Abstract:
A hybrid motor vehicle power train operating in thermal mode or electric mode includes a thermal engine coupled to a gearbox via a clutch and an electrical machine. The electrical machine is continuously connected to the input shaft of the gearbox.

Description:
BACKGROUND OF THE INVENTION 
     I. Field of the Invention 
     The invention relates to a motor vehicle power train with a hybrid, electric and combustion, drive comprising two drive units, one an electric motor and the other a combustion engine, operating mainly in combustion mode. 
     More specifically, the subject of the invention is a hybrid motor vehicle power train operating in combustion mode or in electric mode, of the type comprising a combustion engine coupled to a gearbox via a clutch, and an electric machine. 
     II. Description of Related Art 
     Various ways of arranging an electric machine in a hybrid power train are known. 
     In one known arrangement, illustrated in particular by the publications FR 2 822 109 and FR 2 837 429, the stator of the electric machine can be fixed to the gearbox housing, itself secured to the housing of the combustion engine, while the rotor is connected to the planet pinion of a planetary gear train. 

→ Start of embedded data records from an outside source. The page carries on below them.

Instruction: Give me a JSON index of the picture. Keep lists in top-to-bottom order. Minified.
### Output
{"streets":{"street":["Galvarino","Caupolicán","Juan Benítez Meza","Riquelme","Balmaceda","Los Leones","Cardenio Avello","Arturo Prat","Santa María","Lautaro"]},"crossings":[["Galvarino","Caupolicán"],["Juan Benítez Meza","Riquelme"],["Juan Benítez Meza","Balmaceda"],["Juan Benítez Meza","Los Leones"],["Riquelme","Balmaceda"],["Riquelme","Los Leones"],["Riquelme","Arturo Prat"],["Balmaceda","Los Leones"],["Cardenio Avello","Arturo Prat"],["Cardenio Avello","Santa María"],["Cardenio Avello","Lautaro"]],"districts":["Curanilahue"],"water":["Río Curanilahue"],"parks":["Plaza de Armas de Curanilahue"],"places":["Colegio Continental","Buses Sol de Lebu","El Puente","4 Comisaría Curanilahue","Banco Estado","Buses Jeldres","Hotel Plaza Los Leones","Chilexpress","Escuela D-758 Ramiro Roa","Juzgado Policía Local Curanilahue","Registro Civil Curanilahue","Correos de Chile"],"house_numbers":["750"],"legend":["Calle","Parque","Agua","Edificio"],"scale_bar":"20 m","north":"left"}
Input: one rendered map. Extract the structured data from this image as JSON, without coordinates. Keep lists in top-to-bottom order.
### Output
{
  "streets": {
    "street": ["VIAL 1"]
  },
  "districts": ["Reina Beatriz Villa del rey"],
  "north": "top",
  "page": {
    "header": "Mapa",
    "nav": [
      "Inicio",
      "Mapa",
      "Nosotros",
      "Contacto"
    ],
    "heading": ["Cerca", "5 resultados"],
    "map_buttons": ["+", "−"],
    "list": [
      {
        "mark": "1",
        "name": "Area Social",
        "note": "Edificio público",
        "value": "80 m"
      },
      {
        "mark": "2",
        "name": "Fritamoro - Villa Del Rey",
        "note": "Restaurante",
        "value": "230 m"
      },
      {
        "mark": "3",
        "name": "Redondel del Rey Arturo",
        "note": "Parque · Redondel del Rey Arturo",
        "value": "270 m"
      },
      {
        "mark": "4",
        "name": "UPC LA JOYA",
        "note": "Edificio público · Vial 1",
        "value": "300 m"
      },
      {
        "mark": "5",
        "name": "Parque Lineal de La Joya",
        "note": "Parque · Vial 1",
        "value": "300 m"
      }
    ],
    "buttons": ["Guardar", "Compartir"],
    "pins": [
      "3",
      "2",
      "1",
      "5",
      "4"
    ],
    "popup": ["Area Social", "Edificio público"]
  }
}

     In another known arrangement, in particular that known from publication EP 1 232 890, the electric machine can be placed in a lateral position of the gearbox, the electric machine then being permanently connected to the secondary shaft by a chain and a pair of wheels added to the end of the primary and secondary shafts. 
     The disadvantage with these known arrangements is the additional axial bulk of the power train, which cannot be made compatible with transverse installations without difficulty.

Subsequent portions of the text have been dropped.